Open danlindb opened 5 years ago

danlindb commented 5 years ago
  1. In multi objective optimization, HAMON does not warn the user if the list max_min contains too few items, i.e. when len(max_min) < n_of. When the optimization runs, all individuals are always rank 1, which should not be possible. With respect to this, Hamon should preferably print out a list of all objectives, with names, and specify how it will optimise these objectives. This makes it easier for the user to see what they put in.

  2. Does Hamon have post routines to print results which end up in EA_data/ ?

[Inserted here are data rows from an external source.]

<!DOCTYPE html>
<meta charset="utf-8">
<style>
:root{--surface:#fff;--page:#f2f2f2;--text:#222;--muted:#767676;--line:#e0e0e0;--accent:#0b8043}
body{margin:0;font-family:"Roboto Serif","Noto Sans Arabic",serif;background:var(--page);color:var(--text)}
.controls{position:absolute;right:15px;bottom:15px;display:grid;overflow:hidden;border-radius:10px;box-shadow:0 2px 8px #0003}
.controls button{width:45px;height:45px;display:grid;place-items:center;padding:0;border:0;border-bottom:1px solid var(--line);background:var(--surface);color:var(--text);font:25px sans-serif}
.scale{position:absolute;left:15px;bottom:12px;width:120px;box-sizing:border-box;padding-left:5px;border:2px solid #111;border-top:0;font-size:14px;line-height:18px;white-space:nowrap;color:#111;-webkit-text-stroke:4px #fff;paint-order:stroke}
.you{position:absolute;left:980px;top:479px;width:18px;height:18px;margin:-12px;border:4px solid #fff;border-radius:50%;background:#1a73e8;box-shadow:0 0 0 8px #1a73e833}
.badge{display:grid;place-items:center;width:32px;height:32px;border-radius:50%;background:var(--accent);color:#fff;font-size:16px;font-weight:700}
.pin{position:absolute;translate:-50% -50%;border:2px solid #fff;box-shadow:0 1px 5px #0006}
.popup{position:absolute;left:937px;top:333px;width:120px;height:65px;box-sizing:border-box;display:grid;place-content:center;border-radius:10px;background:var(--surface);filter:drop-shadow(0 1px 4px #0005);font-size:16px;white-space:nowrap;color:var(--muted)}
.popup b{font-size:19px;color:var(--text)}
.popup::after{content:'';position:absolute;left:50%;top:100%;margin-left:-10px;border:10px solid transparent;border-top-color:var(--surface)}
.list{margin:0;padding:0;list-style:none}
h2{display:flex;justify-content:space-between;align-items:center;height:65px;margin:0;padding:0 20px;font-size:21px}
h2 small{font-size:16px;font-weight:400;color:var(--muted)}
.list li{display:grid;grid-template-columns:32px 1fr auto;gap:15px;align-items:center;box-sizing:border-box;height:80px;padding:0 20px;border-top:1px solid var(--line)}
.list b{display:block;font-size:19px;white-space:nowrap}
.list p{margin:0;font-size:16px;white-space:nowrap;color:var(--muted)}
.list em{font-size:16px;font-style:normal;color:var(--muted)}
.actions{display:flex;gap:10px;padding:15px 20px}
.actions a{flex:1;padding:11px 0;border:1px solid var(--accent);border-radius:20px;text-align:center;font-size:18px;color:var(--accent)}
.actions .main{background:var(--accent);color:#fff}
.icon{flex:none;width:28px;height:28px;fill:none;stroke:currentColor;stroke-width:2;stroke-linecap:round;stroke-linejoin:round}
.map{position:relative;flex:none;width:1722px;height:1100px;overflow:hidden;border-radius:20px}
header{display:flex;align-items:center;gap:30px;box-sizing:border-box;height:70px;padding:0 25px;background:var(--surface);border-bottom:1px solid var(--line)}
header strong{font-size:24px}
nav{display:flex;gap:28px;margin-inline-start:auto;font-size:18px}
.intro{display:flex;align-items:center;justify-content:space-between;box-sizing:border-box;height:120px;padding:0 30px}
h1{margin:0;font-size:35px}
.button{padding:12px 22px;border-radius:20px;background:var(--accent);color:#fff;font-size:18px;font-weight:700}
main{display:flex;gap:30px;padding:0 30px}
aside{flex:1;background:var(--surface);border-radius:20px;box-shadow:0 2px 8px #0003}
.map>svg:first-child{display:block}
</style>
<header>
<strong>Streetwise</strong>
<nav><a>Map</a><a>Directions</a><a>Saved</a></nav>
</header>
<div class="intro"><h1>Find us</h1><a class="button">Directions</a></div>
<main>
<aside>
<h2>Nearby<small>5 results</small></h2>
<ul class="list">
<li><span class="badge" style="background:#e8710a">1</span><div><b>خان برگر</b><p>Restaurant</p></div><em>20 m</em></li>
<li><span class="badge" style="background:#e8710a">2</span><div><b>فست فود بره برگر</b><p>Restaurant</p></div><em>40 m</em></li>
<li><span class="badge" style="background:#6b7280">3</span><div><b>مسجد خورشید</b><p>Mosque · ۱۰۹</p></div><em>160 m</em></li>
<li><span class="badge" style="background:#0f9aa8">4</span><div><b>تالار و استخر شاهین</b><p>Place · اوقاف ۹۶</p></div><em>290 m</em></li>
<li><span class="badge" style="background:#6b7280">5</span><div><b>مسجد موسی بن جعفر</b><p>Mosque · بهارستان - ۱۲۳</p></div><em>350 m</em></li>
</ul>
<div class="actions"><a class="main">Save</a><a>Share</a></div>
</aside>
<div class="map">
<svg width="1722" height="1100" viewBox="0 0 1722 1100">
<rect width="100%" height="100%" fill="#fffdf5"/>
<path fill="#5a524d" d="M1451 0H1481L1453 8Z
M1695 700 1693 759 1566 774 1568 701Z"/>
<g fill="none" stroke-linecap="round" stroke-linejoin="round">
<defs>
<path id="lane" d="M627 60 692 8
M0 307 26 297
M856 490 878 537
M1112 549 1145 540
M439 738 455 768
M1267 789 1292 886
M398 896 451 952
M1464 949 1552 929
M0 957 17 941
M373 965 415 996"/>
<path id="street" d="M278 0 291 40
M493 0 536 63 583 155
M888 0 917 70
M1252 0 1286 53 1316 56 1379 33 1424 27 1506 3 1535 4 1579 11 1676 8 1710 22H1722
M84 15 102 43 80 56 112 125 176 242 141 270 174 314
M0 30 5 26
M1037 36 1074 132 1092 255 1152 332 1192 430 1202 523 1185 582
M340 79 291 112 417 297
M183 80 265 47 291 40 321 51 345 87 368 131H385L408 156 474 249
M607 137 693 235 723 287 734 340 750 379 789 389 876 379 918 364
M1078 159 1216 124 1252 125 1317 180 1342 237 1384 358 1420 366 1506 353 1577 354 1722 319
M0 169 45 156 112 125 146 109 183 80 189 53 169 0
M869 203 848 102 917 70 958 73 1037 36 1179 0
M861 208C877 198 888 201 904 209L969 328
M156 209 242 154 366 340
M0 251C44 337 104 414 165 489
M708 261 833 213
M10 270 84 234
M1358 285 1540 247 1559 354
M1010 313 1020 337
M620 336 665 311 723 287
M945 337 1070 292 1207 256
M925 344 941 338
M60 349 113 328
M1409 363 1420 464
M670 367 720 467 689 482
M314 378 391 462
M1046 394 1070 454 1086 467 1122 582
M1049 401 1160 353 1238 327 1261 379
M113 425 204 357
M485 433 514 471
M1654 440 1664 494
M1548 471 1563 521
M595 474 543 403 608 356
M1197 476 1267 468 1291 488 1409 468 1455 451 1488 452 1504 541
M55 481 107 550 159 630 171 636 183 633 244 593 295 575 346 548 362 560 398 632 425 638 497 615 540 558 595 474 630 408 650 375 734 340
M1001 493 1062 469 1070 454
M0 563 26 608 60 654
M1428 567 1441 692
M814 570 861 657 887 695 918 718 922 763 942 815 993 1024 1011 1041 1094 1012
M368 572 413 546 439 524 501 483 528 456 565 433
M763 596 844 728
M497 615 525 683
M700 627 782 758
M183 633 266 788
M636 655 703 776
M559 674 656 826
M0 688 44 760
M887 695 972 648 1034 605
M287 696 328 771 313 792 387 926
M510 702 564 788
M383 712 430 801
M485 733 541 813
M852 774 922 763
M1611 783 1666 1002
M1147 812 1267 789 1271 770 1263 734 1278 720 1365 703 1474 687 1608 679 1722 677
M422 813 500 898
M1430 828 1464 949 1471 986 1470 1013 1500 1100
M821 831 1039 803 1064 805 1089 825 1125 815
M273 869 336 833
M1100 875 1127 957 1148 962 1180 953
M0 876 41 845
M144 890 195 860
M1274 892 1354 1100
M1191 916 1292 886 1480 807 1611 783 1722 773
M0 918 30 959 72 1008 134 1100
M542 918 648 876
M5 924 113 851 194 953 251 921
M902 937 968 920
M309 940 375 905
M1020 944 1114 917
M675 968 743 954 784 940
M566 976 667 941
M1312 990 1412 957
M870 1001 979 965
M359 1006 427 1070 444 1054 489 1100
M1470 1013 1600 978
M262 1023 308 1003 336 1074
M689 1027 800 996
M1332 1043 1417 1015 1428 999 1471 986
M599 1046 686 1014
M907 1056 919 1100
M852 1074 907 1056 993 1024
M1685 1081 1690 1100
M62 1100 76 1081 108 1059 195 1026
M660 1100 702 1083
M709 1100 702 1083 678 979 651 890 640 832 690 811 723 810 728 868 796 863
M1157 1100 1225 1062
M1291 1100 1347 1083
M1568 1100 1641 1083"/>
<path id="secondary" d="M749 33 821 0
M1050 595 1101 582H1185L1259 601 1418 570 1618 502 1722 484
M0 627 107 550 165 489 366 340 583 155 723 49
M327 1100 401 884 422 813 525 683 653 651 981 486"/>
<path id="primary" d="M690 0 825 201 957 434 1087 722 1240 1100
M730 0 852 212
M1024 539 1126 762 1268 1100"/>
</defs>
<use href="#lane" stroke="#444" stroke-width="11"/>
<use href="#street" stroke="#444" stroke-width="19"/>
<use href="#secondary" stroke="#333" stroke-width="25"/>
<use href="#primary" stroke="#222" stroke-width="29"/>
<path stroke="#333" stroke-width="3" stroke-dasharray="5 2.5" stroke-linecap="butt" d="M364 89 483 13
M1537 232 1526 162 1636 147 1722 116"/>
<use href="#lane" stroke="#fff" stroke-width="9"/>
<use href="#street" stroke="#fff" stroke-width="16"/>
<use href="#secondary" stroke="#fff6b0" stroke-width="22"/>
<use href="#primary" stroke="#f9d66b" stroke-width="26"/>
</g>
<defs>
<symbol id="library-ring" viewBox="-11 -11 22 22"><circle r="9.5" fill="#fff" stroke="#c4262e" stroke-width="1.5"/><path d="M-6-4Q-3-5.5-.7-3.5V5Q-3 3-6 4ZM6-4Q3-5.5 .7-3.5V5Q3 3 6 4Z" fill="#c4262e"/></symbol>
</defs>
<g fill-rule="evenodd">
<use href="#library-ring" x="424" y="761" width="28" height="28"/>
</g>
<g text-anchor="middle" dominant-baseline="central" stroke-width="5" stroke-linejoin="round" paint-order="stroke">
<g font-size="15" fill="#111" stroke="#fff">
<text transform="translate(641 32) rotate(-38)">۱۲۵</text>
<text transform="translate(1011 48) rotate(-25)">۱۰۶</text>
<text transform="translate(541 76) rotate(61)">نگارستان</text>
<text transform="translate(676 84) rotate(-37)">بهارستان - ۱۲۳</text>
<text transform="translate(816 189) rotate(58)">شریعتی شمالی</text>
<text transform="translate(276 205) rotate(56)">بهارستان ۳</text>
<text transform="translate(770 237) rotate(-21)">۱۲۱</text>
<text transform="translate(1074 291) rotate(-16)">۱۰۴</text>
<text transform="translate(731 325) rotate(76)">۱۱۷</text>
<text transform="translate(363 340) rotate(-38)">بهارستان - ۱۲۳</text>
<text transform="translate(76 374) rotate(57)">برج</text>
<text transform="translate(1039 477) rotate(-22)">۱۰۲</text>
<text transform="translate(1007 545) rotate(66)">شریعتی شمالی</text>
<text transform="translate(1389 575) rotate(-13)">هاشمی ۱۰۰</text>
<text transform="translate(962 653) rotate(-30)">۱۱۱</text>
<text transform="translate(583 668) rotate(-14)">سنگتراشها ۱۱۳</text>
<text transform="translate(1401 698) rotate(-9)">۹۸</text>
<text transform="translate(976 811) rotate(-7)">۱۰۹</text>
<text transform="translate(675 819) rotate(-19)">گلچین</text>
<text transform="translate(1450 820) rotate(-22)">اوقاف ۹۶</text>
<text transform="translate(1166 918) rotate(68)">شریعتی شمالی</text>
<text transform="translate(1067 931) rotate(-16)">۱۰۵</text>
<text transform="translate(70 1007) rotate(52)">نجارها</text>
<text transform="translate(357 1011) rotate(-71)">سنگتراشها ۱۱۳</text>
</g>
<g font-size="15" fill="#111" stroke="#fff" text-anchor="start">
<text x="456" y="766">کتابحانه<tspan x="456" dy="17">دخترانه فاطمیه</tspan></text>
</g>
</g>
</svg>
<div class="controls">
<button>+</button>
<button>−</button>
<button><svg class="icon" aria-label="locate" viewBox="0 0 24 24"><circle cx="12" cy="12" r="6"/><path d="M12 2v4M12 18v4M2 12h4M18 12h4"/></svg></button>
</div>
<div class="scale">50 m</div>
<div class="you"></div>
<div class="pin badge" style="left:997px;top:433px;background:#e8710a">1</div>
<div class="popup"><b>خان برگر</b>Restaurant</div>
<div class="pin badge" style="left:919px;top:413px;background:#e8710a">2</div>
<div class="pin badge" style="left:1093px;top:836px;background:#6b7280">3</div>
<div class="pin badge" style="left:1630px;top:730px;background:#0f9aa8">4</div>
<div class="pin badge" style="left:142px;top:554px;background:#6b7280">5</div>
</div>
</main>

danlindb commented 5 years ago
  1. The number of input parameters to the code can easily be minimised. Let for example the variables n_of and n_lim simply be given indirectly by the length of the lists var_range and lim_range_orig. It must then be specified in the documentation that these lists must be provided. By making length of input list the way the code figures out the number of objectives and constraints, one minimises the risk of wrongly specifying the setup, and makes the input file shorter and easier to read.
danlindb commented 5 years ago
  1. When more than one element in the list min_max is specified in the input file, whereas the number of objectives are specified to 1 (n_of=1), the optimization does not work. In other words, independently on the number of generations run, the objective function stays constant. Clearly a bug related to how the code runs through the different objectives, and it is possible that a simplification like the previous point (3.) can help this to some extent. It is also possible that a unified class structure that contains the setup of the problem can help this. This way, the class can make checks to make sure that all its necessary values have been set, and set some to default.
danlindb commented 5 years ago
  1. Split the analytical functions into analytical constraints and analytical objective functions. This implies that there should be two functions: getAnalyticalObjectives() getAnalyticalConstraints()

This should facilitate the use of objectives and constraints for cases when RBF is used for objectives, but an analytical function is used as a constraint. In general, it is probably a good idea to figure out how the code should handle mixed analytical/numerical objectives and constraints. Can we for example model a constraint with a RBF?

danlindb commented 5 years ago
  1. Hamon reports that all individuals have rank=1 in the fg_summary.csv file, even though some individuals are not rank=1 when the Pareto front is plotted at the end of the simulation. Something is clearly wrong with respect to this. It is also interesting to note that some individuals are classified as non-feasible, whereas they indeed are set as rank=1 in the output file.
danlindb commented 5 years ago
  1. Add functionality to plot the number of individuals that are feasible after mutation and recombination in DE/GA. This could help figure out if the mutation is too aggressive and thereby constantly produces individuals which violate the constraints. This could indicate that one needs to use smaller values of mut_rate in DE for example. Similar to this, it can be useful to have a plot which shows how many of the individuals in the mutated population that made it into the new pupulation, i.e. that won the tournament selection. This can help indicate how efficient the mutation is at producing better individuals.